- [Saved data entries]:
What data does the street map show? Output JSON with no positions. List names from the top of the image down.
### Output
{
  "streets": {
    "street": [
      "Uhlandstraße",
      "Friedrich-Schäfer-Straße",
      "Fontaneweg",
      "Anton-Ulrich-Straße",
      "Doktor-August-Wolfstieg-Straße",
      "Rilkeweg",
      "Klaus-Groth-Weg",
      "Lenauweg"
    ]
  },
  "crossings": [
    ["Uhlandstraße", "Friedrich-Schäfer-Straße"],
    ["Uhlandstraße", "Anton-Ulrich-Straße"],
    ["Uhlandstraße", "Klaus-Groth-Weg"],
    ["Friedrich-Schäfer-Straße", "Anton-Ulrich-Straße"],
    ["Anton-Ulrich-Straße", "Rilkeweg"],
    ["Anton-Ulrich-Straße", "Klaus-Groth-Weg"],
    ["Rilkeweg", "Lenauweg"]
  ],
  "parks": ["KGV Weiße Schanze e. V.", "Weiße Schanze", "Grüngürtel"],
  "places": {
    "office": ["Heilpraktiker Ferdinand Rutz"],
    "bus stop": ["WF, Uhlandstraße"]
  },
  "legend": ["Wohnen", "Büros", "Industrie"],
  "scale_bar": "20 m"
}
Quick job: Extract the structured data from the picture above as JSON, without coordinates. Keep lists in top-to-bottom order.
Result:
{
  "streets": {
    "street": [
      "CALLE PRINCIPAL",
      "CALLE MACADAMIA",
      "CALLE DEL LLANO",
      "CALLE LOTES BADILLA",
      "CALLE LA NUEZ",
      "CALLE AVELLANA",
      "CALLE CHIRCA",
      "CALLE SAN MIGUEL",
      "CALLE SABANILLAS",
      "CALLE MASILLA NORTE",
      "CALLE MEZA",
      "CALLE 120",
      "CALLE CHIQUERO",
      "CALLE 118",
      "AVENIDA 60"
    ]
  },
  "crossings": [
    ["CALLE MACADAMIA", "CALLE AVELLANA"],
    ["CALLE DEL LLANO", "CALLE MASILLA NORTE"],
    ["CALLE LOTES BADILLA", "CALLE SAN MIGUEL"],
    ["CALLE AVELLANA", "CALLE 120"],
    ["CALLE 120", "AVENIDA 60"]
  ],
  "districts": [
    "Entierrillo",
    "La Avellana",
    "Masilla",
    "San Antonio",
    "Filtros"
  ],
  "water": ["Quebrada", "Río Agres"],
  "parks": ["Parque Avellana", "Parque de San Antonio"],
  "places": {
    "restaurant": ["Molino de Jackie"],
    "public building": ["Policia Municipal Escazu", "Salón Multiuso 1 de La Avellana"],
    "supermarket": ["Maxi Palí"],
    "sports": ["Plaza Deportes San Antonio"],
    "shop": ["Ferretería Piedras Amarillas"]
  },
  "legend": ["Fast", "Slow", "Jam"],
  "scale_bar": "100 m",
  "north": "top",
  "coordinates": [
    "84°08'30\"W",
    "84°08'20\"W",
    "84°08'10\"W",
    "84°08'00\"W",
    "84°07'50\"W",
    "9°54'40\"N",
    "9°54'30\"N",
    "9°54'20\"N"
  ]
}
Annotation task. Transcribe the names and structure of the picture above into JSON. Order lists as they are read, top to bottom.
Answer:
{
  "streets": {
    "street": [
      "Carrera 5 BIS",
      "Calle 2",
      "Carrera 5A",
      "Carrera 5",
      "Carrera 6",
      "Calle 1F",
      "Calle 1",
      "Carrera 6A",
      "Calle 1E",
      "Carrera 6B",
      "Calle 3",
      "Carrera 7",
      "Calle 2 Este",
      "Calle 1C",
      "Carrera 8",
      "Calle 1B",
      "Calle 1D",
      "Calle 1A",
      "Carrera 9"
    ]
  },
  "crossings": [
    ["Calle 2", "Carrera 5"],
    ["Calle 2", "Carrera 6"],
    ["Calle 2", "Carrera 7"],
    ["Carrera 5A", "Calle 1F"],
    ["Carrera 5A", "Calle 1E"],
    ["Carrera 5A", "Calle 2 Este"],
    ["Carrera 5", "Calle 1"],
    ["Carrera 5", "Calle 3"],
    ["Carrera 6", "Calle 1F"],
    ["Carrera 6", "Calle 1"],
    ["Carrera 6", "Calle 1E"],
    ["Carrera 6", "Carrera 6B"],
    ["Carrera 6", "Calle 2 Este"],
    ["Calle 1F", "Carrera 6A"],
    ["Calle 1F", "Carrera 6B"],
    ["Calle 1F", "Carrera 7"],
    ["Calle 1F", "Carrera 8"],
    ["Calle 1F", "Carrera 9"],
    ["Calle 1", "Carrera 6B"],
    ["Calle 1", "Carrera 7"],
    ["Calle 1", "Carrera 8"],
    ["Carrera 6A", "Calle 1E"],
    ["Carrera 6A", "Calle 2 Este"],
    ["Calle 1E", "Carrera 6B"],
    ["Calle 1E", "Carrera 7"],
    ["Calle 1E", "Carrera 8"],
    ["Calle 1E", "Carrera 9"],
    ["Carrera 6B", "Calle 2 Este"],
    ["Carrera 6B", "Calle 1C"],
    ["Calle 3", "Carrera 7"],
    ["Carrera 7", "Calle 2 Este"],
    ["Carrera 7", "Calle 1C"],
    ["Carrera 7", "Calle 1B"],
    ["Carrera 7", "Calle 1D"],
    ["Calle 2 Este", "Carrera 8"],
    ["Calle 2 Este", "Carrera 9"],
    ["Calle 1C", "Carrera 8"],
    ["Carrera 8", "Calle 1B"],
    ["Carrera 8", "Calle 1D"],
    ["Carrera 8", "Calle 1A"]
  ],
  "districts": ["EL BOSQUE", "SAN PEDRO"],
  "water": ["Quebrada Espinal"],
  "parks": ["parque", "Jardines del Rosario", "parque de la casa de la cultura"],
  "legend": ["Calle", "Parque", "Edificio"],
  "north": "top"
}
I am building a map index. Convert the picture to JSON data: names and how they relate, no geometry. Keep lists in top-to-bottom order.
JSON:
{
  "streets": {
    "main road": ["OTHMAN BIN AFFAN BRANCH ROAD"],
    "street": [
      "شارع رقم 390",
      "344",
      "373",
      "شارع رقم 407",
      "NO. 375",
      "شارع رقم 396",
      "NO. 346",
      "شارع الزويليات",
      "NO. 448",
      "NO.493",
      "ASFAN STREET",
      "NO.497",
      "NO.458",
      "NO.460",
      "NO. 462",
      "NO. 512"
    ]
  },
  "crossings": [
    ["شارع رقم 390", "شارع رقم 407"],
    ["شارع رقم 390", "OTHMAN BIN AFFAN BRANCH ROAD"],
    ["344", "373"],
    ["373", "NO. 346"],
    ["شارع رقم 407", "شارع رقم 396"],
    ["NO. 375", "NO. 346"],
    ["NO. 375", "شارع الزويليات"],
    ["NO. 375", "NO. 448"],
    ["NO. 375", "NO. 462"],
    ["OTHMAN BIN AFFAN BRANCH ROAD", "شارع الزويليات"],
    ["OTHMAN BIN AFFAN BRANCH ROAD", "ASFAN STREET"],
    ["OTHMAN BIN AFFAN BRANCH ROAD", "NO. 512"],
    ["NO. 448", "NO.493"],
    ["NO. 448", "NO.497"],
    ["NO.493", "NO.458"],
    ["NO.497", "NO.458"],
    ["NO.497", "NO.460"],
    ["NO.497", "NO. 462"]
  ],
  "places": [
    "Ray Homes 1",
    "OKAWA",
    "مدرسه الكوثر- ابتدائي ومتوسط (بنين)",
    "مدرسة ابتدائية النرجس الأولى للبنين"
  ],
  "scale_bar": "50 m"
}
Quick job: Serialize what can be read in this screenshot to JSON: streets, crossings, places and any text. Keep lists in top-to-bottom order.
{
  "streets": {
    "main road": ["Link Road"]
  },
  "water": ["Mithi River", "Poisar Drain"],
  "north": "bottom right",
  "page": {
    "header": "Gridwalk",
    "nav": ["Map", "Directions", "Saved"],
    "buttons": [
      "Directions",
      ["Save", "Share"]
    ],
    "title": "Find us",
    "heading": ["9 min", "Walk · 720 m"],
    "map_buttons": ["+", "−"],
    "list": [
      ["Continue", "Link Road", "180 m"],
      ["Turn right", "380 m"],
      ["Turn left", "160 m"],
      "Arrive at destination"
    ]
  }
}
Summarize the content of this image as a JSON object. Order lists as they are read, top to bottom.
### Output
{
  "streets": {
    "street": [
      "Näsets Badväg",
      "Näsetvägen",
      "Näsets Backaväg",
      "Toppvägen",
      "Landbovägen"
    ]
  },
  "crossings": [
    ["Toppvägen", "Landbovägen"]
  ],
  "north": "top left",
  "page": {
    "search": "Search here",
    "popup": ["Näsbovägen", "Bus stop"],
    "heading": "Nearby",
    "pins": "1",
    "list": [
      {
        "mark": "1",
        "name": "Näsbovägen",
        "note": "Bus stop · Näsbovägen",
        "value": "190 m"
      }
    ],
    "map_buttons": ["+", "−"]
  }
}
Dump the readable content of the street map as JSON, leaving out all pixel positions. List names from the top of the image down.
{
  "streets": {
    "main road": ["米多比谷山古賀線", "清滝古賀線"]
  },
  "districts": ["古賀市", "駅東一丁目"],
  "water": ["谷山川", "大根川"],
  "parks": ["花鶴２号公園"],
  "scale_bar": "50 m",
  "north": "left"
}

- [Action item]: Scan the lines above for "stop", then copy every one that has it.

- [Solution to the exercise]:
    "bus stop": ["WF, Uhlandstraße"]
    "popup": ["Näsbovägen", "Bus stop"],
        "note": "Bus stop · Näsbovägen",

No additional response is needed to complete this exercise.